A group of elephants is called a "herd," a "parade," or even a "memory." We at Ella Publishing Co. far prefer to refer to ourselves as a "parade" rather than a "herd," for obvious reasons.
~source: San Diego Zoo and enchantedlearning.com
Labor Pains
Elephants are pregnant for nearly 2 years, the longest gestation of any land animal, and newborn elephant calves typically weigh 260 lbs. and stand just under 3 ft. at the shoulder. Two more reasons we're happy we're not elephants.
~source: Wikipedia
Tusk Appeal
Not all elephants have tusks, and it's not necessarily a male-female thing. In Asian elephants, only males have tusks, but both male and female African elephants are tusked. However, due to the hunting pressure on tusked animals brought about by poaching for ivory, tusklessness is an increasingly common condition in African elephants.
~source: african-elephant.org
Gettin' Trunky
The elephant's trunk has about 15,000 muscles, and it takes baby elephants quite some time to learn to master its use. The trunk combines both nose and upper lip and transforms them into a single powerful organ that is able to touch, grasp and smell. It is strong enough to uproot a tree, sensitive enough to pick up a pea-sized fruit from the ground, and long enough to reach foliage high in the trees. The trunk is also used to drink by sucking up water and squirting it into the mouth. Finally, elephants use their trunks for greeting, caressing, threatening, and throwing dust over the body.

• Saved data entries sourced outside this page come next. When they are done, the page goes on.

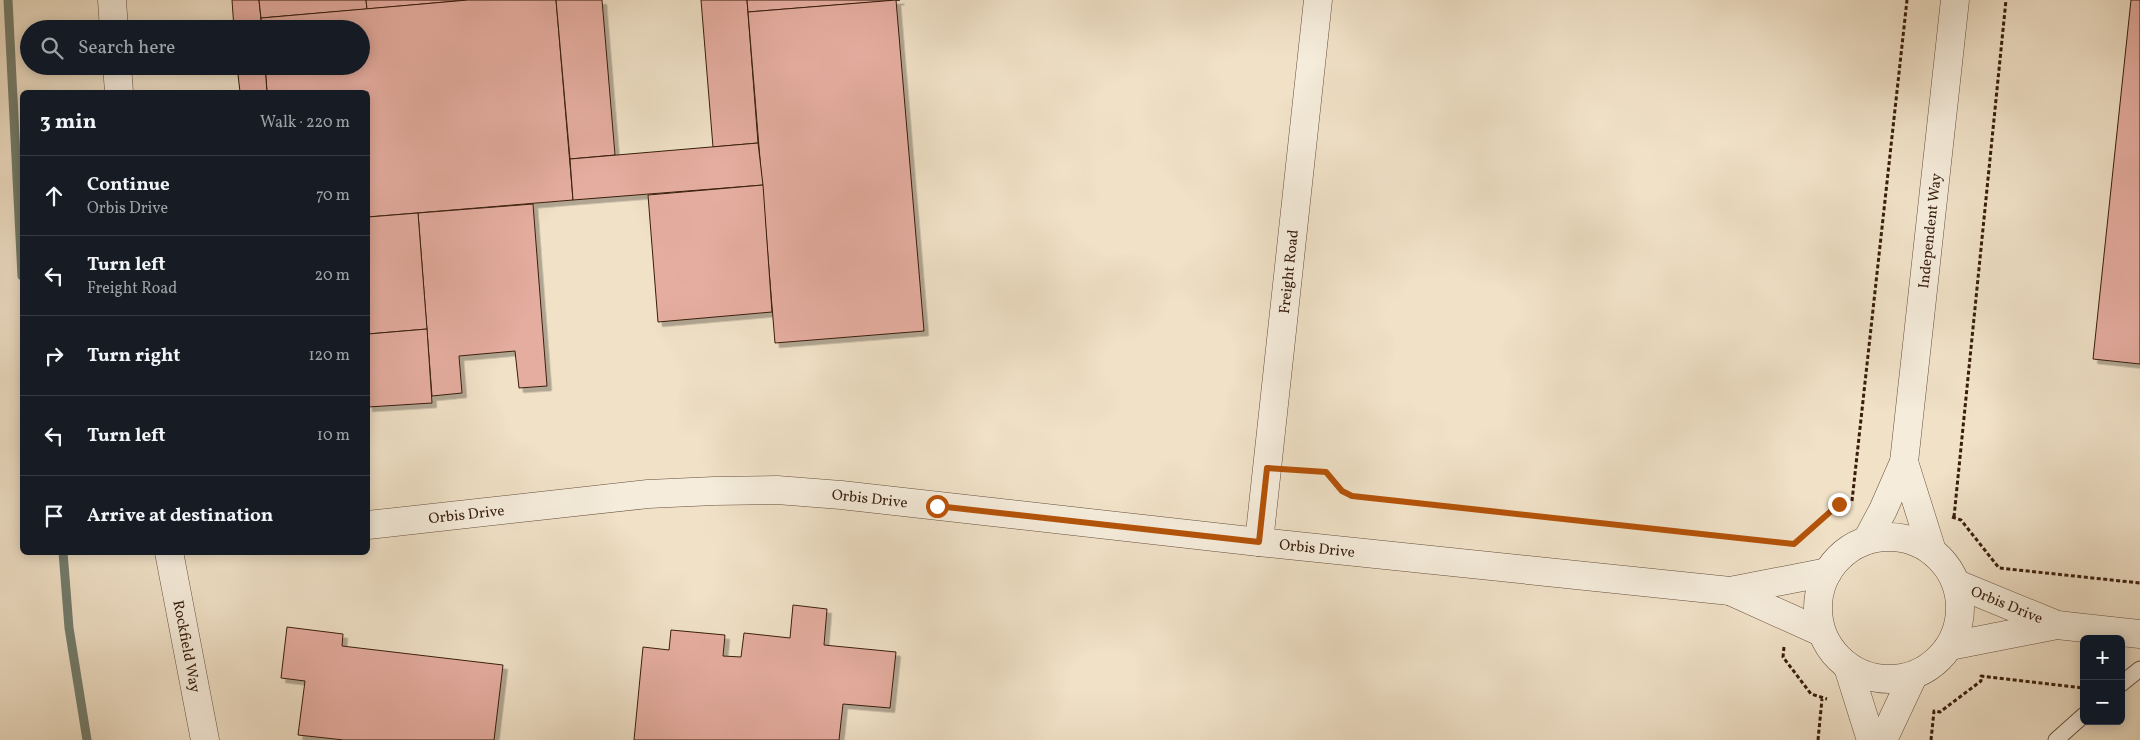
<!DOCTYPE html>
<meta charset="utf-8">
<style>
body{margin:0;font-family:Vollkorn,serif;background:#242831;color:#f1f3f6}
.controls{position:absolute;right:15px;bottom:15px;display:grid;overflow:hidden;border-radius:8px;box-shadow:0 2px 12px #0003}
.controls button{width:45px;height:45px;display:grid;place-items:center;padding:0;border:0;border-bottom:1px solid #363941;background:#171b24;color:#f1f3f6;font:25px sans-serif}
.stop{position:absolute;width:15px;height:15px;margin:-11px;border:4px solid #b45309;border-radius:50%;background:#fff}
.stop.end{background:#b45309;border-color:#fff;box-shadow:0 1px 5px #0008}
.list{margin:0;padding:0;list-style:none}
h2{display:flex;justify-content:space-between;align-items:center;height:65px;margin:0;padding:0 20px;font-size:21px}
h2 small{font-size:16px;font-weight:400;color:#9ea1a6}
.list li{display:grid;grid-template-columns:32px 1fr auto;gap:15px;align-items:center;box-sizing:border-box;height:80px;padding:0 20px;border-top:1px solid #363941}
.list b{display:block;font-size:19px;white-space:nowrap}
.list p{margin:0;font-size:16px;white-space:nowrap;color:#9ea1a6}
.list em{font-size:16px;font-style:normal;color:#9ea1a6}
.icon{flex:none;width:28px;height:28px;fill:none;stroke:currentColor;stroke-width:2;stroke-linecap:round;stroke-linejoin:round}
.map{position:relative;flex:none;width:2140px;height:740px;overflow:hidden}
.search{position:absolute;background:#171b24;box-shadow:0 2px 12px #0003;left:20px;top:20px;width:350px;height:55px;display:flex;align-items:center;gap:12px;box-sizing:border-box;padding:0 18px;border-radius:28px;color:#9ea1a6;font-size:19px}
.panel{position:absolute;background:#171b24;box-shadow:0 2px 12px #0003;left:20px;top:90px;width:350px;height:465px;border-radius:8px}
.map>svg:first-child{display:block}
</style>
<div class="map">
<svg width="2140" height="740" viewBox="0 0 2140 740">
<defs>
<filter id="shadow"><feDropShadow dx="4.5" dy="4.5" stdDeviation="0" flood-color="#0004"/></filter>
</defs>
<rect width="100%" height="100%" fill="#f0e1c7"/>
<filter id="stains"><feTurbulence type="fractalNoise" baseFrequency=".004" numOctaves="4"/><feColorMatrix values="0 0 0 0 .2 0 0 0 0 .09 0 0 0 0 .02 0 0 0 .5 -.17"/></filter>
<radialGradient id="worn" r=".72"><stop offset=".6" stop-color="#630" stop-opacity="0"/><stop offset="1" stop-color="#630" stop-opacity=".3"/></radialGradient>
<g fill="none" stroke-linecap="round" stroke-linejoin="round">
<g stroke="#737e6e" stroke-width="9">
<path d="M 8,0 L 22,276"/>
<path d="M 63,552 L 69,628 L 87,740"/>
</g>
</g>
<g fill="#e5ada0" stroke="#381d0d" filter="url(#shadow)">
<path d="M 232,0 L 259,0 L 262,29 L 234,29 Z"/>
<path d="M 259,0 L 366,0 L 367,9 L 261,18 Z"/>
<path d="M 366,0 L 468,0 L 367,9 Z"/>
<path d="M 468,0 L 556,0 L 573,200 L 368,217 L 368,92 L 267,92 L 265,66 L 361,66 L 361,29 L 262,29 L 261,18 Z"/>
<path d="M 556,0 L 602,0 L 615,155 L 570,159 Z"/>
<path d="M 701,0 L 747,0 L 758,143 L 713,147 Z"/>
<path d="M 747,0 L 900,0 L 748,12 Z"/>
<path d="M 896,0 L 924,331 L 775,343 L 748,12 Z"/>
<path d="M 2131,0 L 2140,0 L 2140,364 L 2093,359 Z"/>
<path d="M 237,66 L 265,66 L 267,92 L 240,92 Z"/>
<path d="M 758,143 L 763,185 L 573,200 L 570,159 Z"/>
<path d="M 763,185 L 772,312 L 658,322 L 648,195 Z"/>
<path d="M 533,204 L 547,386 L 519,388 L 515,351 L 459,356 L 462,393 L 432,396 L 418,213 Z"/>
<path d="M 418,213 L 427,329 L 368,334 L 368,217 Z"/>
<path d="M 427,329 L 432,403 L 368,407 L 368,334 Z"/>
<path d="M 793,605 L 827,609 L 824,645 L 896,652 L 890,708 L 843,704 L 839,740 L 634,740 L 643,647 L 669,650 L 671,630 L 725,635 L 723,656 L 741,657 L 744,633 L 790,638 Z"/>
<path d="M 287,627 L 343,634 L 342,646 L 503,665 L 494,740 L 344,740 L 298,735 L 305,681 L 281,678 Z"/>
</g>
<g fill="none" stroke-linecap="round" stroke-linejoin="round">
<defs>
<g id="lane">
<path d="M 2121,684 L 2140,669"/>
<path d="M 2056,740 L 2084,715"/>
</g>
<g id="street">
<path d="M 112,0 L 114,29"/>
<path d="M 117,66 L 119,92"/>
<path d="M 1904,462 L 1932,551"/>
<path id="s1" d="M 368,525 L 648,494 L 714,491 L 777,490 L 841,495 L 1259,542 L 1730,591 L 1828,572"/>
<circle cx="1889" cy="608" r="71"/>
<path id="s2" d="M 1867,540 L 1883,510 L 1904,462 L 1955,0"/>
<path id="s3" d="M 1259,542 L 1318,0"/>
<path id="s4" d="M 169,552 L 205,740"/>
<path id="s5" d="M 1957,584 L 2057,625"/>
<path d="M 1730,591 L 1821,632"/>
<path d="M 1950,646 L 2057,625 L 2140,634"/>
<path d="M 1848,667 L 1871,740"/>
<path d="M 1883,740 L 1913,676"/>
</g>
</defs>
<use href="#lane" stroke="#664e3c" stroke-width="17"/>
<use href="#street" stroke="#664e3c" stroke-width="29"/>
<g stroke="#381d0d" stroke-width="3" stroke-dasharray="4 2.5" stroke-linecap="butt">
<path d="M 1296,470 L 1326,472 L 1341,491 L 1352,496 L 1794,544 L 1839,504 L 1852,505"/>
<path d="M 1852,501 L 1907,0"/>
<path d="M 1952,517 L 1961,520 L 1999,568 L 2140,583"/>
<path d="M 1954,517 L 2006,0"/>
<path d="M 1784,647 L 1783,657 L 1811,694 L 1827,699"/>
<path d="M 1818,740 L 1822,699"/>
<path d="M 1931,740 L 1934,711 L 1940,712 L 1981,681 L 1981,676 L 2084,688"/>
</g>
<use href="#lane" stroke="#f5ecdb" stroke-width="15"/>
<use href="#street" stroke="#f5ecdb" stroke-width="28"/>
</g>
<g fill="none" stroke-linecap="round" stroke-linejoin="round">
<path stroke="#b45309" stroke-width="6" d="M 937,506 L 1259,542 L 1267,468 L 1326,472 L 1342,491 L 1352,496 L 1794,544 L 1839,504"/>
</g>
<g text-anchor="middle" stroke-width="4.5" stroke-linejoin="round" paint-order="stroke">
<g font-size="15" fill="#381d0d" stroke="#f5ecdb">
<text dy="5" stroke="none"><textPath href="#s2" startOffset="319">Independent Way</textPath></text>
<text dy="5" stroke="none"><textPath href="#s3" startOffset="272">Freight Road</textPath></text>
<text dy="5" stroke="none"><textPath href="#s1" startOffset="504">Orbis Drive</textPath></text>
<text dy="5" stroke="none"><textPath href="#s1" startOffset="99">Orbis Drive</textPath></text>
<text dy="5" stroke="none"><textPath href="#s1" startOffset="954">Orbis Drive</textPath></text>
<text dy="5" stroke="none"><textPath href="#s5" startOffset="54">Orbis Drive</textPath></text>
<text dy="5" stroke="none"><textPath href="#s4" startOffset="96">Rockfield Way</textPath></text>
</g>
</g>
<rect width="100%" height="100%" filter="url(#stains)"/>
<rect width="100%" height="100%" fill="url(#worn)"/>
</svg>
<div class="controls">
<button>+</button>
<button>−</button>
</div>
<div class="stop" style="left:937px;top:506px"></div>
<div class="stop end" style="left:1839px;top:504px"></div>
<div class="search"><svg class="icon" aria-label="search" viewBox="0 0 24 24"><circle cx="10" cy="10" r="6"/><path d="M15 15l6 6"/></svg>Search here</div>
<section class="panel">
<h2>3 min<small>Walk · 220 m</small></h2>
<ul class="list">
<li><svg class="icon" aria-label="ahead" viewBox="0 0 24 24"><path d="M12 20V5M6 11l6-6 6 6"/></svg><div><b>Continue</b><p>Orbis Drive</p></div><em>70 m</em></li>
<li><svg class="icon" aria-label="left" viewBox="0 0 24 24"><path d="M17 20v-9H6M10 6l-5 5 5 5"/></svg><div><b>Turn left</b><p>Freight Road</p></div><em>20 m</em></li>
<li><svg class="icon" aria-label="right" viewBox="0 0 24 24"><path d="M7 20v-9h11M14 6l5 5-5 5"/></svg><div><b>Turn right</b></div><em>120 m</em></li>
<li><svg class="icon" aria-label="left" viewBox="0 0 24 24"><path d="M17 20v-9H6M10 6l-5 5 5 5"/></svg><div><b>Turn left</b></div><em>10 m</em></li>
<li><svg class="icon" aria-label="arrive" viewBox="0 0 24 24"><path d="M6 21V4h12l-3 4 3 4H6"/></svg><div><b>Arrive at destination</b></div></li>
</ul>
</section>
</div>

~source: african-elephant.org
"I have a memory like an elephant. In fact, elephants often consult me."
~Noel Coward, English playwright (1899–1973)
“It is the little bits of things that fret and worry us.
We can dodge an elephant, but we can't a fly.”
~Josh Billings, American Humorist (1818–1885)
"One morning I shot an elephant in my pajamas.
How he got into my pajamas I'll never know."
~Groucho Marx, American comedian and film star (1890–1977)
"I meant what I said, and I said what I meant. An elephant's faithful, one hundred percent."
~Dr. Seuss (aka Theodor Seuss Geisel,1904–1991)
“Contrary to what most people say, the most dangerous animal in the world is not the lion or the tiger or even the elephant. It's a shark riding on an elephant's back, just trampling and eating everything they see.”